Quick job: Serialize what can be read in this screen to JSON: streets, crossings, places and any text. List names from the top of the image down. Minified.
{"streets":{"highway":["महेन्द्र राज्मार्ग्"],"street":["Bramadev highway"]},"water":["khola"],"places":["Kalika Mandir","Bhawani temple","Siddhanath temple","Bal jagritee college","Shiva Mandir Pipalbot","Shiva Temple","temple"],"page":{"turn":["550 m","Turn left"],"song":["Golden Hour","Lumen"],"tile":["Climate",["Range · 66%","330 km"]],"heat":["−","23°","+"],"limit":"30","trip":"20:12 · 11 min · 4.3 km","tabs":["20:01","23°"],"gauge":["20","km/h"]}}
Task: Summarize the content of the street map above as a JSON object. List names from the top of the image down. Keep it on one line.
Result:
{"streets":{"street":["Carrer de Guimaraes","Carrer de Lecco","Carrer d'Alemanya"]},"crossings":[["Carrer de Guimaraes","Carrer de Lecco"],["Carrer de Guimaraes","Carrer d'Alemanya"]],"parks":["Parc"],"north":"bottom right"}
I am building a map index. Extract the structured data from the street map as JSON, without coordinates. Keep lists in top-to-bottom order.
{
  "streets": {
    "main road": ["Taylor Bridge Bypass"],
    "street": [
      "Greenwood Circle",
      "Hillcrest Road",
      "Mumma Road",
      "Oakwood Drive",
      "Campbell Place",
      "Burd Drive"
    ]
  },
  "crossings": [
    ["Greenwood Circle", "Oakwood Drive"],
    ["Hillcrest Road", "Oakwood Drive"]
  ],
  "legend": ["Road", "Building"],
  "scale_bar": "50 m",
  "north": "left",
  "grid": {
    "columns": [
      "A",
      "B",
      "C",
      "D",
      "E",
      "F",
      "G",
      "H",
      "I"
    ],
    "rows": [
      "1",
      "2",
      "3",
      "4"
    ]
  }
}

◇ ◇ ◇ ◇ ◇

*Exercise brief*. Copy out the whole listing, exactly as written.

*Task response*.
Quick job: Serialize what can be read in this screen to JSON: streets, crossings, places and any text. List names from the top of the image down. Minified.
{"streets":{"highway":["महेन्द्र राज्मार्ग्"],"street":["Bramadev highway"]},"water":["khola"],"places":["Kalika Mandir","Bhawani temple","Siddhanath temple","Bal jagritee college","Shiva Mandir Pipalbot","Shiva Temple","temple"],"page":{"turn":["550 m","Turn left"],"song":["Golden Hour","Lumen"],"tile":["Climate",["Range · 66%","330 km"]],"heat":["−","23°","+"],"limit":"30","trip":"20:12 · 11 min · 4.3 km","tabs":["20:01","23°"],"gauge":["20","km/h"]}}
Task: Summarize the content of the street map above as a JSON object. List names from the top of the image down. Keep it on one line.
Result:
{"streets":{"street":["Carrer de Guimaraes","Carrer de Lecco","Carrer d'Alemanya"]},"crossings":[["Carrer de Guimaraes","Carrer de Lecco"],["Carrer de Guimaraes","Carrer d'Alemanya"]],"parks":["Parc"],"north":"bottom right"}
I am building a map index. Extract the structured data from the street map as JSON, without coordinates. Keep lists in top-to-bottom order.
{
  "streets": {
    "main road": ["Taylor Bridge Bypass"],
    "street": [
      "Greenwood Circle",
      "Hillcrest Road",
      "Mumma Road",
      "Oakwood Drive",
      "Campbell Place",
      "Burd Drive"
    ]
  },
  "crossings": [
    ["Greenwood Circle", "Oakwood Drive"],
    ["Hillcrest Road", "Oakwood Drive"]
  ],
  "legend": ["Road", "Building"],
  "scale_bar": "50 m",
  "north": "left",
  "grid": {
    "columns": [
      "A",
      "B",
      "C",
      "D",
      "E",
      "F",
      "G",
      "H",
      "I"
    ],
    "rows": [
      "1",
      "2",
      "3",
      "4"
    ]
  }
}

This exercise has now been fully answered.